10 META-Trailers Worth Watching

As I noted in my Nov. 23rd post on Meta Trailers, trailers are always implicitly self-referential. Some trailers, however, foreground their status as familiar, formulaic and appealing feature film advertisements as the basis for their own promotional message.

Here is a list of 10 trailers that are as much about themselves as they are about the films for which they were produced. Typically, this self-conscious, “inside-joke” approach works for comedies and satires, but occasionally a dramatic or horror film uses it.


Comedian
The trailer for this documentary about Jerry Seinfeld performing as a stand-up comedian, sends up the Voice Over Artist and the cliche’d trailer rhetoric given him (or her) to read. While it tells us almost nothing about the film, this trailer routinely ranks in the list of best or funniest trailers ever.


Real Life
Here, Albert Brooks, speaking as himself, heralds his new film, “Real Life,” by spoofing the 3D viewing experience and its promotional excesses. We learn, briefly, that the film is about a family who finds its private existence the subject of a major motion picture, but the only footage we see is of Brooks goofing around with the presumed audience, us.


Miracle on 34th Street
This trailer opens with the “producer” of the movie being shown a “draft” of the trailer his marketing men have shot. He stops the preview after 30 seconds to complain that the approach is too “broad,” insisting that the trailer can’t be all the things they say it is. Then, he walks out onto the studio lot where he learns, from a succession of conversations with passing actors, stars and starlets, that his marketing guys were right. The film really is everything they said it was, and wonderful to boot.


Toys
Robin Williams hosts this trailer, standing in a wheatfield, goofing on how the trailer will look. But this is how the trailer looks: Robin Williams goofing in a wheatfield.


The Birds
Hitchcock uses irony to promote his horror film about Birds turning on their human predators. He offers a 5 minute lecture on the special friendship between mankind and the feathered co-inhabitants of the planet. He concludes by dining on a roast chicken. It’s classic Hitchcock, with the great director using his own celebrity as the vehicle for his delivery of the many reasons birds might hate us. The last 40 seconds of the trailers show Tippi Hedron in a panic, saying “they’re coming” over the sound of screeching birds.

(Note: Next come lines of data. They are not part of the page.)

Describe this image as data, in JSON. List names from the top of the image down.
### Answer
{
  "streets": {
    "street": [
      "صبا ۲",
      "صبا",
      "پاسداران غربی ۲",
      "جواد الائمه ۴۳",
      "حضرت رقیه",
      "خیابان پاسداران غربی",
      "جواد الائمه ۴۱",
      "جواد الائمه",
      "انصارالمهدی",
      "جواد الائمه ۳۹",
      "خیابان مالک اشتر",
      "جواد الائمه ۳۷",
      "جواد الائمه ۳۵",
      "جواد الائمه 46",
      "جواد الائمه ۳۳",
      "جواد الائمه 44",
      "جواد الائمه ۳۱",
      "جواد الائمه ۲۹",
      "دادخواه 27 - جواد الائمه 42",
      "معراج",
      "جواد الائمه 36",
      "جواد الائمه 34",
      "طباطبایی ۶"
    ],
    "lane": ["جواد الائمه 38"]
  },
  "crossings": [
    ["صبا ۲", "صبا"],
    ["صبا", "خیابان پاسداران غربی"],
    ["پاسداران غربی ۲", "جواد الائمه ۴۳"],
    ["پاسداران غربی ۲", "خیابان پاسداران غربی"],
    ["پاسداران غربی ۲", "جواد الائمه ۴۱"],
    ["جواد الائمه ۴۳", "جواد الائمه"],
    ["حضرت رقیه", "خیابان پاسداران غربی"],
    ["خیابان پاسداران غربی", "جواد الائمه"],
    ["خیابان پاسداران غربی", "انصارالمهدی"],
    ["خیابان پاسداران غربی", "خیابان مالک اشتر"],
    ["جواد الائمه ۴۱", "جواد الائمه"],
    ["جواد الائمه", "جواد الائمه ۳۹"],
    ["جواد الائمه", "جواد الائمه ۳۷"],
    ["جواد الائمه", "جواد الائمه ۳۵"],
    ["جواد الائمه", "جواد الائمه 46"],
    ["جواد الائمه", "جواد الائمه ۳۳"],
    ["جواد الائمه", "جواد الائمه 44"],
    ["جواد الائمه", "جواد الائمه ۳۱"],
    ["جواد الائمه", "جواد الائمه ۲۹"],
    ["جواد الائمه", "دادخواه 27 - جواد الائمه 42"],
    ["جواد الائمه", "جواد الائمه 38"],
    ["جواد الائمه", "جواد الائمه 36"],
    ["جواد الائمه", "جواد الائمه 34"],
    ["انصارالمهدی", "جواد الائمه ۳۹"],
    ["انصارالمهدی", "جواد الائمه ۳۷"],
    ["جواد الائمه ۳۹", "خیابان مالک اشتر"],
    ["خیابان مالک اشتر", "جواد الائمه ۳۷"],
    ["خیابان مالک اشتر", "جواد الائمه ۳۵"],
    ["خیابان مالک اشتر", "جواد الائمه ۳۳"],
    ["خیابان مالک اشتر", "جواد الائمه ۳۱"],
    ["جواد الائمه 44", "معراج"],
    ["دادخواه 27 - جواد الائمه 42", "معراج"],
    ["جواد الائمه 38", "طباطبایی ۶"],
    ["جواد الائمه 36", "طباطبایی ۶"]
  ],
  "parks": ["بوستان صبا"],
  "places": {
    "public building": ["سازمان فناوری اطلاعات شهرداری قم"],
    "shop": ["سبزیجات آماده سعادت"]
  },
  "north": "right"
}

Who’s Afraid of Virginia Woolf
“It’s easy to talk about Who’s Afraid of Virginia Woolf; it’s hard to tell about it,” says the dulcet-toned voice-over artist reading the nearly wall to wall copy that underlies a succession of stills, scenes, and raucous diegetic dialogue from the film. In the course of explaining the difficulty of making a trailer for this film, the voice-over manages to describe the set up, the actors and the conflict, while also lauding Albee the dramaturge and Nichols the director.


The Hitchhiker’s Guide to the Galaxy
This trailer tells the story of the movie by having its voice-over artist consult the “hitchhiker’s guide” for the term “movie trailer” and then read aloud the content as scenes from the movie play underneath. It’s one of the better pieces of movie advertising that I can think of as well as one of the more concise and comprehensive descriptions of movie trailers I’ve ever encountered.


Pink Flamingos
The original trailer for John Waters’ notorious film about people competing for the title of world’s filthiest couple, shows no scenes from the film, but uses audience reaction shots after a midnight screening as well as blurbs from influential critics to elicit interest in the scandalous movie.


The Muppets
In this teaser trailer from early in 2011, all the cliche’s of a formulaic romantic drama are parodied, including the sappy music cue and the shot of the downhearted male protagonist in the rain. But then, the cast run reveals the hitherto unexpected presence of Kermit and Miss Piggy. At this, Jason Siegal, the live-action star, interrupts the trailer to ask of the camera and audience, “Are there Muppets in this movie?” Indeed, there are. The trailer continues as an formulaic action adventure, extravaganza.


Anna Karenina (1935)

Told in the florid, hyperbolic style of 1930’s National Screen Service promotion, the expected titles and copy cards, cast run, scenes and closeups are interrupted by a 30 second appearance by child star Freddie Bartholomew, in costume, who welcomes the audience to this preview for his next picture, thanking us for our letters and encouragement and telling us what a treat it’s been to act with Ms. Garbo. Garbo is the true selling point of the trailer, which features her name in blinding white font, no less than 5 times. “Garbo with the dashing, flashing, gayest, maddest, most tempestuous sweetheart of her screen career,” is how Frederick March, her on-screen lover is introduced. Weird and wrong, but trying something new, this trailer is memorable mostly for being about itself and its formulae.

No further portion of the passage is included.